Tally how many lines in the data below include "position", then please reply with only that figure.

Record extracts START

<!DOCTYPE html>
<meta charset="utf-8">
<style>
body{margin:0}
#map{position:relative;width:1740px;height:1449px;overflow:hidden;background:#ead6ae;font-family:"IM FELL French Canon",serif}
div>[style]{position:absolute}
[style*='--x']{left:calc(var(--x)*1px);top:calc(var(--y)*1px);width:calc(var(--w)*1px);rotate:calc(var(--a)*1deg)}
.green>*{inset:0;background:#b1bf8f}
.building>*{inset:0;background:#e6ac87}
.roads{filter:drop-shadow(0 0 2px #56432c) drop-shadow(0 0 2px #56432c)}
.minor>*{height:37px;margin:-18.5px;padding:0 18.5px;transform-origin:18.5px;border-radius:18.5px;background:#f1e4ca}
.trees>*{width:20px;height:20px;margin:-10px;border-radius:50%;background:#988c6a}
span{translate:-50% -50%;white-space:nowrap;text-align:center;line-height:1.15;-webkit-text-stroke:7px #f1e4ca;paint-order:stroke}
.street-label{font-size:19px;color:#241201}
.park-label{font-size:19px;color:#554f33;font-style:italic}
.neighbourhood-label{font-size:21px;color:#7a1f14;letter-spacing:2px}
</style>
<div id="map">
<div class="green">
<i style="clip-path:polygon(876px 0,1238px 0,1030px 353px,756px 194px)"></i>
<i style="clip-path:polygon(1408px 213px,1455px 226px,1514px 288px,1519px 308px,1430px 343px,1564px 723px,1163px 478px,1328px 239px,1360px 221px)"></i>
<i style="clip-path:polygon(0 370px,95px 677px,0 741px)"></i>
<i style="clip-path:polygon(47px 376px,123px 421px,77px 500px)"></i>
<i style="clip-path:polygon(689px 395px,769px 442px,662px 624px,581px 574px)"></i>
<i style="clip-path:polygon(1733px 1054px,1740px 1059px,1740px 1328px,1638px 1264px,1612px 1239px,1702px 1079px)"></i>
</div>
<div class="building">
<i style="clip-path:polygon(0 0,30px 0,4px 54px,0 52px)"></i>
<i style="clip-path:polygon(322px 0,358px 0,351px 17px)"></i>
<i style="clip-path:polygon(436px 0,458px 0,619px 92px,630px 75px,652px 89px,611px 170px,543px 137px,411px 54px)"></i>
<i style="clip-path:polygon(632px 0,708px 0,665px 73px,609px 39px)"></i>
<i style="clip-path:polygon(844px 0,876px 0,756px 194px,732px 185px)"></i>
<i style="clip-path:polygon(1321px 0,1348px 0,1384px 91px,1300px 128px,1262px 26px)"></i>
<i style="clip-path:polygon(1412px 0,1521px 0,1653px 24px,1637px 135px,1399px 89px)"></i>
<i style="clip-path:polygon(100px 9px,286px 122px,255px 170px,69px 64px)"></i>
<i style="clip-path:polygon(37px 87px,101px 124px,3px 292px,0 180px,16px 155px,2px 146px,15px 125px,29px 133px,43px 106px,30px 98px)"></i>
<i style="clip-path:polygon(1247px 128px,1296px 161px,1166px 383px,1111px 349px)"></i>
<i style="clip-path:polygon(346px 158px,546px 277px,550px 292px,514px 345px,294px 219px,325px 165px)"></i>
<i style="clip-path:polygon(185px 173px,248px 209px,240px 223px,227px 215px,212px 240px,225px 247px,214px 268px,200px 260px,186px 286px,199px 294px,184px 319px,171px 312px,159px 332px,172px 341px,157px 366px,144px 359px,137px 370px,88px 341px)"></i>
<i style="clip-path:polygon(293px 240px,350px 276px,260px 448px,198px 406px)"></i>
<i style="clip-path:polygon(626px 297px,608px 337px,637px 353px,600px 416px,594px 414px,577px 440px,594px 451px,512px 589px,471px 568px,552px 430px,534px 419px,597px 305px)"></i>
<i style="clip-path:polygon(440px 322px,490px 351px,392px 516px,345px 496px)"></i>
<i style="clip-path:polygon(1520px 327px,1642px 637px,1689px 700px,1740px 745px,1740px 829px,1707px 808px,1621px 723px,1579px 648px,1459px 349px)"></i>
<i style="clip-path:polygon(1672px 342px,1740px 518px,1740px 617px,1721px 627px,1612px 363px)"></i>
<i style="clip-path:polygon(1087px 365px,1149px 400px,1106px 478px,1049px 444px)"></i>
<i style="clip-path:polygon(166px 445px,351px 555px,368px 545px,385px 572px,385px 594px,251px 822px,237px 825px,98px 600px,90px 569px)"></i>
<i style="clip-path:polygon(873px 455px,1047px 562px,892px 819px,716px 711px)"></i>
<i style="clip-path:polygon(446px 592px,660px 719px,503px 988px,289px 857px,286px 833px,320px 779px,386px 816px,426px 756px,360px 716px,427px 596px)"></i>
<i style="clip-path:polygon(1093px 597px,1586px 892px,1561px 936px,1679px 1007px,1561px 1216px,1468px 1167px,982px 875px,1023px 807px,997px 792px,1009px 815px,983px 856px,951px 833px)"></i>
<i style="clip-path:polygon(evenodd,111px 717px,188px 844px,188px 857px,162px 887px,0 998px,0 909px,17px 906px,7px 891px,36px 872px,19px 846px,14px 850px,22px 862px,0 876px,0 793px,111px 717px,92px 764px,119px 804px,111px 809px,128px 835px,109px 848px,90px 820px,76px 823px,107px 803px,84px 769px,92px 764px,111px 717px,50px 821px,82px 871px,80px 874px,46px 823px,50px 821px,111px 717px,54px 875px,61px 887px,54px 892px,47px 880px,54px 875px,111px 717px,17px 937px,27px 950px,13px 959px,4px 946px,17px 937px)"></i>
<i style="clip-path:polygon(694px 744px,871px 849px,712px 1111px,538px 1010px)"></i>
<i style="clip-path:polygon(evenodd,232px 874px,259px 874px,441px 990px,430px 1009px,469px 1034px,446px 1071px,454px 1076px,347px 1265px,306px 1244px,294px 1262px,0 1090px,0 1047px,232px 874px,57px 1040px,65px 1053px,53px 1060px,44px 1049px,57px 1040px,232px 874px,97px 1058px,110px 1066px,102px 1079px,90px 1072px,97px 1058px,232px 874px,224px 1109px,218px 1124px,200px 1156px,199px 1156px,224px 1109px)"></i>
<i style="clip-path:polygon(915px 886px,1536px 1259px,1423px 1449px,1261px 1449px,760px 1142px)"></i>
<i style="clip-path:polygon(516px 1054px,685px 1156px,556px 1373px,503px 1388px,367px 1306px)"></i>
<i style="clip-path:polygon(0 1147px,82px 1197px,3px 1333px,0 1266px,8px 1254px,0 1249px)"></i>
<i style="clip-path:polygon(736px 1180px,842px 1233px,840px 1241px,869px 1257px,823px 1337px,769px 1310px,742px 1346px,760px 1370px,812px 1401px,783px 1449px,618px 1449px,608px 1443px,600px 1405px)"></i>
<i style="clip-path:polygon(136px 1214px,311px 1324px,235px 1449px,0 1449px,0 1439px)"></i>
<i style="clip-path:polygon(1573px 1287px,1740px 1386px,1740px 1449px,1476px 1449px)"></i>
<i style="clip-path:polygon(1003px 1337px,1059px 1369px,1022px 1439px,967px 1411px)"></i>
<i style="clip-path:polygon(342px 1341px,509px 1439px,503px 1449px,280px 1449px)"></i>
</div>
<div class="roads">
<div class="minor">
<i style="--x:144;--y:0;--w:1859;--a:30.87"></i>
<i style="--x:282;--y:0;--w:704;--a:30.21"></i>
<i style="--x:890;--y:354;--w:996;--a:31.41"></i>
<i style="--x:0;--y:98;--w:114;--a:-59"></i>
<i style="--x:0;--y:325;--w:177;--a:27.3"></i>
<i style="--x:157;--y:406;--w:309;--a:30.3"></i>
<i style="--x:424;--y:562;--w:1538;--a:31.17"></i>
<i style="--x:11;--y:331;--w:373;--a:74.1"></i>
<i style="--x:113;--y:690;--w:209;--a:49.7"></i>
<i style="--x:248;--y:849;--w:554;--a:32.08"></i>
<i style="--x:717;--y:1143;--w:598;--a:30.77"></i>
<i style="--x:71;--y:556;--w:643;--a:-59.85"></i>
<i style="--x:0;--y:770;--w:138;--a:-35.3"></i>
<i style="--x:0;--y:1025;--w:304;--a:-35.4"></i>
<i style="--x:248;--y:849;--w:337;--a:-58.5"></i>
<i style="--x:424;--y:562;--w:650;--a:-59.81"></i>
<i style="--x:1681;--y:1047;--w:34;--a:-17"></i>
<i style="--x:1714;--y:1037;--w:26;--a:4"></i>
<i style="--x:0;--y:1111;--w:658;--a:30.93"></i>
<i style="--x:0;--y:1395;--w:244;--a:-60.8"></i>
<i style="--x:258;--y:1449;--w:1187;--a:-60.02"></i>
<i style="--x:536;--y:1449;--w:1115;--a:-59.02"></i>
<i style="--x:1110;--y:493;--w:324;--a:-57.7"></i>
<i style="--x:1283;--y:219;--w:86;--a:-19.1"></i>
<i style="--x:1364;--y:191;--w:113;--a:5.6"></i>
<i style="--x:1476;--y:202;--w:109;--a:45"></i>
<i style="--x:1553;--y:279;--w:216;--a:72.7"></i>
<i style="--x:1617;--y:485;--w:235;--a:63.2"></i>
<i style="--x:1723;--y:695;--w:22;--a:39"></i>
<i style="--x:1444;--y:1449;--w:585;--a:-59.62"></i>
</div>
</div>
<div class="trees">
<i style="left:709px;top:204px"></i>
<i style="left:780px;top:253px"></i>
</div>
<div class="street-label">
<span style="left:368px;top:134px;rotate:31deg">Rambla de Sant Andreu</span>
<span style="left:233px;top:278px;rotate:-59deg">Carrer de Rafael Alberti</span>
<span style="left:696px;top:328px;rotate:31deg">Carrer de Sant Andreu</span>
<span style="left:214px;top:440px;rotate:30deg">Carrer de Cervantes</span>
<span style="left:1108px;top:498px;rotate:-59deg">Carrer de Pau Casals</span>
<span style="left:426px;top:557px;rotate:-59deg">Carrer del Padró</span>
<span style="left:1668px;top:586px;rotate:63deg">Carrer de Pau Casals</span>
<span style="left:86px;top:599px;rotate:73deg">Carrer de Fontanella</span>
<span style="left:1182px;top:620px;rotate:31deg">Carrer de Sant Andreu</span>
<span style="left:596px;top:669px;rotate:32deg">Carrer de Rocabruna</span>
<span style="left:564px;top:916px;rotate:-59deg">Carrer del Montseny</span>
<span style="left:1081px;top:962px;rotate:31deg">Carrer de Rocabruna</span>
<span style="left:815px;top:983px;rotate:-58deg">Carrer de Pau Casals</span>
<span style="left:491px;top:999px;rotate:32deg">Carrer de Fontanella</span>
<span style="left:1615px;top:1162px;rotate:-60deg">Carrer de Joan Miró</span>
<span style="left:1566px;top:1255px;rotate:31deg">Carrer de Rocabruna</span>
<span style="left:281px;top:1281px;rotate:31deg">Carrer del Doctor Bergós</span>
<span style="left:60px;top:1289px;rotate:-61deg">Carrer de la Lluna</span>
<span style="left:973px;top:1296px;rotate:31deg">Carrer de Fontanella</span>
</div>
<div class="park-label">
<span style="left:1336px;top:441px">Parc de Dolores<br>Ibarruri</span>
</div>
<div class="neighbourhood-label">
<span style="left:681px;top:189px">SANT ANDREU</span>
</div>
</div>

Record extracts END

Written answer: 2